En 1819 el coronel Joaquín Vidal intentó eliminar a todas las autoridades de Valencia que debían asistir a una función de teatro en la Nochevieja de 1819. El plan fracasó porque debido al fallecimiento, el 26 de diciembre, de la reina Isabel, se suspendieron todos los festejos de fin de año. Denunciados por un traidor, el propio capitán general de Valencia, Francisco Javier Elío y Olondriz, detuvo a los conspiradores, 13 de los cuales fueron ajusticiados el 22 de enero. Entre ellos se encontraba Félix Beltrán de Lis.
La caída del régimen.
El pronunciamiento de Riego consiguió, por fin, el objetivo que todos ellos perseguían: que la acción liberal alcanzase el poder para realizar una serie de cambios políticos, sociales y económicos desde una base ideológica opuesta a la del Antiguo Régimen.
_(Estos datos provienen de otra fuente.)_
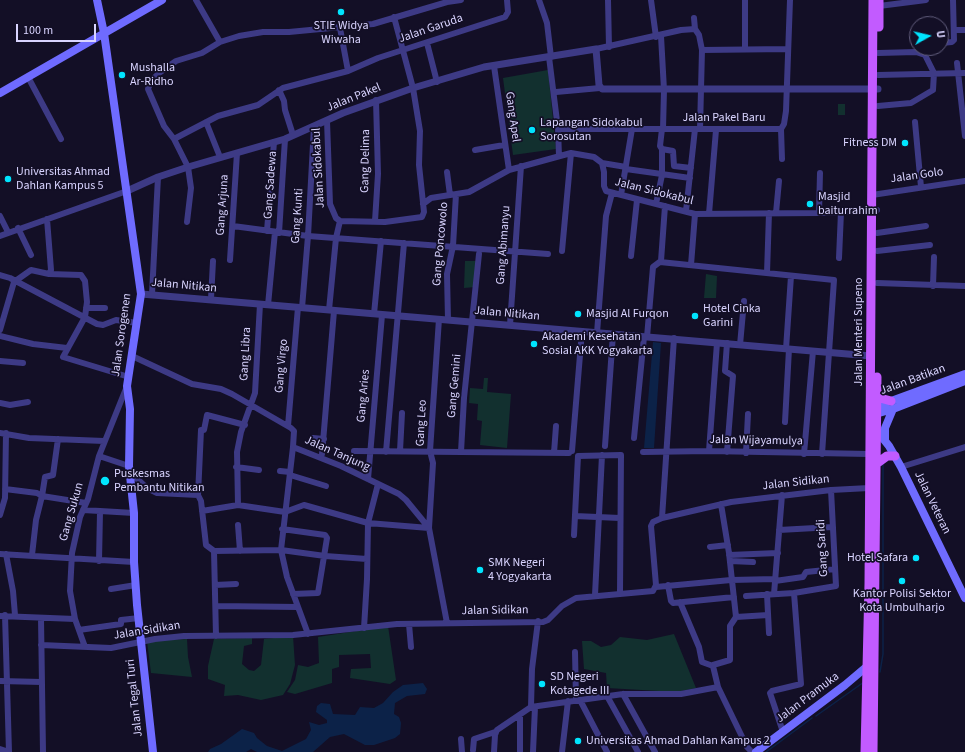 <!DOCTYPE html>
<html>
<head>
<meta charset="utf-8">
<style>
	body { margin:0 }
	#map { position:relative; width:965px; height:752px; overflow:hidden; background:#130f26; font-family:"Source Sans 3",sans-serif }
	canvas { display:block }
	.north { position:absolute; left:909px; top:16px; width:40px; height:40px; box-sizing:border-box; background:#130f26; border:1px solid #625e7d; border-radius:50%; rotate:82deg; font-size:11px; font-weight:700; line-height:16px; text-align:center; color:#d9d4ff }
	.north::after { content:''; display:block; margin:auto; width:14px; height:18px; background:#00e5ff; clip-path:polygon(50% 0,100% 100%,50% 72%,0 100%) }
	.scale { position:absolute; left:16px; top:24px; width:80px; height:18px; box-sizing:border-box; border:2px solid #d9d4ff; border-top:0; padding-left:5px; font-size:12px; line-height:14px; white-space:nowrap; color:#d9d4ff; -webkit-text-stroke:3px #130f26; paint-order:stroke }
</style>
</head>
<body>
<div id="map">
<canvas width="965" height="752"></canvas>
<div class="north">U</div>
<div class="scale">100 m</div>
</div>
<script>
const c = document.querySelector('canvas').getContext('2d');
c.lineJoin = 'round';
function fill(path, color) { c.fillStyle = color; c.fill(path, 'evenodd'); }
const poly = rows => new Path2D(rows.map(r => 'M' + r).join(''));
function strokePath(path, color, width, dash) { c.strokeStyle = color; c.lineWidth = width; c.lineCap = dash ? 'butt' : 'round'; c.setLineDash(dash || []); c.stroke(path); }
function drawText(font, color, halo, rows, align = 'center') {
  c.font = font + ' "Source Sans 3",sans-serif'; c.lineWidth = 3.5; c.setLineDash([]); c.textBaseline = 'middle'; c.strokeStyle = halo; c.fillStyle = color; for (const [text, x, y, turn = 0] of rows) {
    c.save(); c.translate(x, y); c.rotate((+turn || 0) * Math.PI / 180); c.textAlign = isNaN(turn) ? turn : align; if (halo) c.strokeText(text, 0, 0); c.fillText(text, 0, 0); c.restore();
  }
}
fill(poly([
	[548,70,556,149,513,155,503,78],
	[838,104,845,104,845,115,838,115],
	[465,261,477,261,475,287,464,288],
	[706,274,717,276,716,298,704,298],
	[484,378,488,378,487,392,511,394,507,448,480,445,482,421,477,420,478,404,469,403,470,388,483,389],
	[388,626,396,680,390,684,350,678,351,669,371,668,370,654,339,655,339,667,332,669,332,683,295,694,287,692,295,680,298,665,308,667,319,663,318,637],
	[674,634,696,688,676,692,607,688,606,673,584,669,582,641,591,641,601,647,611,645,620,637,647,640],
	[293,636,295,665,290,684,283,695,261,700,238,695,224,696,225,685,208,679,208,666,214,639,252,638,252,644,244,646,242,664,249,670,254,671,261,665,264,639],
	[187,639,188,657,192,677,151,673,147,641]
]), '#12302f');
fill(poly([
	[653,342,661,343,654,448,644,448],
	[423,683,427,689,425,694,407,696,395,703,394,714,399,717,401,723,400,734,395,738,374,745,365,745,344,734,330,737,313,752,257,752,251,749,246,752,208,752,210,749,221,744,242,729,254,733,257,738,267,746,282,751,306,739,311,730,309,722,319,725,327,723,327,720,316,712,317,706,321,703,330,704,333,714,355,715,360,707,374,708,383,703,393,692,403,685]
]), '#0c2248');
strokePath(poly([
	[880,672,883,654,883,463],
	[816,716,864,682],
	[766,752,812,718]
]), '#0c2248', 1.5);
strokePath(poly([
	[196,0,220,42],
	[539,0,547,23,551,57],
	[608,0,609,47],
	[651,0,656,37],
	[745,0,745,49],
	[879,6,926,0],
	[694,18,695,29],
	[340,28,348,71],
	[954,30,965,30],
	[661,36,664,90,663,129,781,129,784,124,786,111,790,0],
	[427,43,437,82],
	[941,43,952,42,954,40,953,0],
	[596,49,681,30,695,29,699,35,702,50,700,129],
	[702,50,788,49],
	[878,53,916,52,925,55],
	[549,57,558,129,559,156],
	[957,63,965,136],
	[494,66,509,170],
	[878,75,965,73],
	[28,77,61,139],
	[279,90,284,101,285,110,293,135],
	[556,92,600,88],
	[878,106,911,103,933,90,934,73,925,55,925,48],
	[327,121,330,204,336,218,340,221,385,222,422,217,424,212,419,165,420,131,413,88,394,17],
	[206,122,220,157],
	[915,122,921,187],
	[558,129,663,129],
	[662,129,660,146,662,149,673,151,674,166,691,168],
	[781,129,782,159],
	[174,139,218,116,258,105,283,88,348,71,378,58,505,17,508,12,507,0],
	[475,150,504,145],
	[602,163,626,167],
	[626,169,690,178],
	[447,172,450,195],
	[621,195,632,129],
	[872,195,965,181],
	[423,204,431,198,469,192,509,170,571,153,594,157,602,163,604,172,604,186,606,191,695,214,819,213,877,210],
	[656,204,662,175,662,149],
	[686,211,695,129],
	[776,213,779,181],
	[819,213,820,173],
	[709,214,716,130],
	[0,216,8,232],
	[375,221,378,174,376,100],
	[187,222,191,188,188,167,174,139,164,126,148,89,151,81,159,73,176,61,202,53,220,42,239,36,263,32,289,32,373,24,447,2,461,0],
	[233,226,308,236,548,254],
	[18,228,31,255],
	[267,231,274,142],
	[279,233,285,139],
	[877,233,926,226],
	[0,236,127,191],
	[562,251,571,153],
	[877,251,930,245],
	[631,256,637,200],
	[839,258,841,212],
	[230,260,237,153],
	[660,262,834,280,822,454],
	[691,265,695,214],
	[767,273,769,213],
	[49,274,81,275,85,281,87,302,85,317,63,357,129,377],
	[0,275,10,278,97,324,103,325,116,320,137,323],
	[877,283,965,286],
	[933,286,934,257],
	[152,294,158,177],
	[211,299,213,261],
	[268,305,275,232],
	[86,308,105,308],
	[302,308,308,236,314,126],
	[329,310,336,238,340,221],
	[374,314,381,241],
	[448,320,447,274,453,246,456,194],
	[510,325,521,166],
	[0,330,14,282,31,270,49,274,51,270,47,219],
	[597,333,606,216,612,193],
	[0,336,33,344,67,348],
	[647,337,653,267,661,261,665,206],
	[740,345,744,301],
	[786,349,791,276],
	[132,356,192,384,221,389,232,394,291,428,294,431,293,447,341,466,399,494,406,500,429,528,447,623],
	[0,361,23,363],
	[0,403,10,405,28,402],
	[785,422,789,349],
	[288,426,298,307],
	[0,433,29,438,104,441],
	[313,438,324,439],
	[634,438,644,337],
	[58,439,53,475,45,477,42,496,86,503],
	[605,446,613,334],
	[293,447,281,550,287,577,308,634],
	[354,451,569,453],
	[400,451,402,413],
	[572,451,582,331],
	[709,451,717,343],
	[386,452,404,243],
	[461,452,464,398,479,254],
	[643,452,709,451,869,454],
	[727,452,733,376,725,371,727,343],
	[554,453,556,426],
	[746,453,748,414],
	[322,454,334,311],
	[804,454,813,351],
	[99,456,129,466],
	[236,467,259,470],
	[901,467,965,447],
	[280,471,290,472],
	[290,475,326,486],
	[130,476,134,476,147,488,157,493,198,495,201,501,206,545,214,551,281,550,325,556,367,559],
	[368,479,382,315],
	[5,489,37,493,42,496,36,520,32,555],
	[198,495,201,430,204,430,207,415,245,425],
	[238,505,237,452,241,432,255,393,260,304],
	[83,510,134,513],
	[202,511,238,505,285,512,304,505,368,523,429,528,433,463,430,451,439,319],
	[0,515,5,498,6,433],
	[575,516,620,518],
	[662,518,674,338],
	[238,525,240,551],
	[282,529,325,535,327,538,318,593,293,594],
	[779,530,833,527],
	[574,535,578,456,621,455,620,593],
	[710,547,728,545],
	[214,551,216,636],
	[0,554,134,562],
	[6,554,13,591,15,615],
	[729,555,778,553],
	[99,561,100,512],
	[730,561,753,562],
	[775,581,803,577,806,572,835,569],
	[215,585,236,584],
	[668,585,671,601,673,603,734,597],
	[656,587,731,580,775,579],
	[111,589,136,585],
	[794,593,836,586,831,490],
	[767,594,769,633],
	[774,594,782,495],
	[595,595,602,455],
	[746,596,794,593,801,684,772,691,770,693,783,732],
	[680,602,699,647,702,662,713,666,718,687,747,747,752,752],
	[216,606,298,607],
	[5,615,9,752],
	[0,616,75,619],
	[736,617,768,615],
	[41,618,43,752],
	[409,624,411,647],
	[364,628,367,579,368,523,378,484],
	[79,630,121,624,121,620,139,618],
	[41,645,111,648,155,639,184,636,293,635,397,624,543,622,548,620,562,606,576,598,653,591,656,585,651,526,653,522,662,518,731,502,831,490,869,488],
	[85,647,75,619,70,591,72,553,80,517,88,499,99,456,127,386],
	[575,652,576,700],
	[713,665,730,660,730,626,736,617,729,553,721,504],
	[0,681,42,682],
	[623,694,655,752],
	[607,696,638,752],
	[580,700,607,752],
	[531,707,532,669,538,621],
	[520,715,520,752],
	[461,739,462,752],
	[0,749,9,752],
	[473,750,474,739,495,732],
	[494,752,495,735,497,730,531,707,623,694,681,694,718,687],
	[533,752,535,707],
	[562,752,568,701]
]), '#3d3a85', 6);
strokePath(poly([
	[127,191,158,177,188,167,285,139,343,113,413,88,484,67,596,49,599,85,602,89,878,89],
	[141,294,871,356]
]), '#3d3a85', 7);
strokePath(poly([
	[97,0,104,33,141,294,127,386,130,409,129,466,134,513,134,562,137,605,153,752],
	[0,93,162,0],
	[872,408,965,374],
	[872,415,893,409,965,381],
	[874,427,889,446,901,467,965,598],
	[885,439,885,428,893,409],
	[756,752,845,685,871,663]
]), '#6f6bff', 8);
strokePath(poly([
	[879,27,879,0],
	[877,391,880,398,891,401],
	[876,464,887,456,895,456],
	[865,752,869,584,873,0],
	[873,752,877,377]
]), '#c25bff', 9);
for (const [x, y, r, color] of [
	[341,12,4,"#00e5ff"],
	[122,75,4,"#00e5ff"],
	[532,130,4,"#00e5ff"],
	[905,143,4,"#00e5ff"],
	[8,179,4,"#00e5ff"],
	[810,204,4,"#00e5ff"],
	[578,314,4,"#00e5ff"],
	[695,316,4,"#00e5ff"],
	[534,344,4,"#00e5ff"],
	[105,481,5,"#00e5ff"],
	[916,558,4,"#00e5ff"],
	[480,570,4,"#00e5ff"],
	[902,581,4,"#00e5ff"],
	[542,684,4,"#00e5ff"],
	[578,741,4,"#00e5ff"]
]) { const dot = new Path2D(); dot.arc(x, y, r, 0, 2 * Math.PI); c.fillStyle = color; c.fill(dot); strokePath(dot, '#130f26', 1.5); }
drawText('12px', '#d9d4ff', '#130f26', [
	["STIE Widya",341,26,"center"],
	["Wiwaha",341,40,"center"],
	["Mushalla",130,68],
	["Ar-Ridho",130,82],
	["Lapangan Sidokabul",540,123],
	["Sorosutan",540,137],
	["Fitness DM",897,143,"right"],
	["Universitas Ahmad",16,172],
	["Dahlan Kampus 5",16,186],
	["Masjid",818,197],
	["baiturrahim",818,211],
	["Hotel Cinka",703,309],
	["Garini",703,323],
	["Masjid Al Furqon",586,314],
	["Akademi Kesehatan",542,337],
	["Sosial AKK Yogyakarta",542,351],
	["Puskesmas",114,474],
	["Pembantu Nitikan",114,488],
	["Hotel Safara",908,558,"right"],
	["SMK Negeri",488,563],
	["4 Yogyakarta",488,577],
	["Kantor Polisi Sektor",902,594,"center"],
	["Kota Umbulharjo",902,608,"center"],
	["SD Negeri",550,677],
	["Kotagede III",550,691],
	["Universitas Ahmad Dahlan Kampus 2",586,741]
], 'left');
drawText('12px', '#d9d4ff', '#130f26', [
	["Jalan Garuda",431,29,-19],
	["Jalan Pakel",354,98,-22],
	["Gang Apel",512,117,82],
	["Jalan Pakel Baru",724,118],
	["Gang Delima",366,161,-89],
	["Jalan Sidokabul",319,168,-93],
	["Jalan Golo",917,176,-8],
	["Gang Sadewa",271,185,-86],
	["Jalan Sidokabul",654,192,14],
	["Gang Arjuna",223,205,-86],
	["Gang Kunti",298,216,-86],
	["Gang Poncowolo",441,244,-85],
	["Gang Abimanyu",504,245,-86],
	["Jalan Nitikan",184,286,5],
	["Jalan Nitikan",507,314,5],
	["Jalan Menteri Supeno",859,332,-90],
	["Jalan Sorogenen",122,335,-82],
	["Gang Libra",246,354,-87],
	["Gang Virgo",282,366,-85],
	["Jalan Batikan",913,380,-20],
	["Gang Gemini",455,386,-85],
	["Gang Aries",364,396,-85],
	["Gang Leo",422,423,-87],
	["Jalan Wijayamulya",756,441,1],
	["Jalan Tanjung",337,454,24],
	["Jalan Sidikan",796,483,-6],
	["Jalan Veteran",932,503,64],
	["Gang Sukun",72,512,-74],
	["Gang Saridi",823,548,-93],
	["Jalan Sidikan",495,611,-1],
	["Jalan Sidikan",147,631,-9],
	["Jalan Tegal Turi",135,698,-96],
	["Jalan Pramuka",808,698,-37]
]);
</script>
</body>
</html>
Al descontento por el mal gobierno hay que añadir la mala marcha de los asuntos económicos: una deuda pública en constante aumento, un exceso de empleados civiles y militares, un país deshecho por la guerra que se rehacía lentamente y la recesión general europea.
Por otra parte, el clero era incapaz de adaptar la explotación de sus enormes riquezas a los nuevos tiempos. El campesinado se veía frenado en su progreso por el régimen señorial. Y muchos militares se hicieron masones y pasaron a formar parte de la facción que aspiraba a un cambio de sistema.
Al malestar del Ejército y del país en general hay que sumar no sólo la desilusión de los liberales de 1814, sino la de aquellos que de buena fe pensaron que el rey cumpliría con las promesas hechas en Valencia, e, incluso, el descontento de algunos realistas que, si bien no eran partidarios de una revolución, tampoco estaban conformes con la política llevada a cabo.
Quienes apoyaron al rey, confiando en las reformas prometidas el 4 de mayo, tuvieron que llegar forzosamente a la conclusión de que habían sido burlados, sobre todo con la supresión de los periódicos y de la censura.
El 1 de enero de 1820 el comandante Rafael de Riego proclamó la Constitución en Cabezas de San Juan contra los planes previstos de embarcarse hacia América para combatir el levantamiento independentista de ultramar.
La sublevación de Riego que estava perfectamente localizada y mal planificada tuvo su éxito debido a que ninguno de los altos mandos se atrevió a encabezar la inserrucción y declararse abiertamente a favor de ella, pero tampoco la atacaron e, incluso, la veían con buenos ojos. Otro de los errores del gobierno que favoreció el éxito fue el silencio guardado acerca de lo que sucedía en Andalucía. Tras el levantamiento de Riego, se sucedieron una ola de pronunciamientos en varios puntos de España: La Coruña, Ferrol, Vigo, Zaragoza, Barcelona, Pamplona y Ocaña donde se proclamó la Constitución el 4 de marzo por el conde de La Bisbal, al mando del ejército que debía formarse en La Mancha para combatir a los insurgentes. Por otro lado, la pasividad del pueblo, realista en su mayor parte, también favoreció a los liberales.
El 7 de marzo, el rey se decidió a jurar la Constitución de 1812 y a convocar Cortes con arreglo a ella.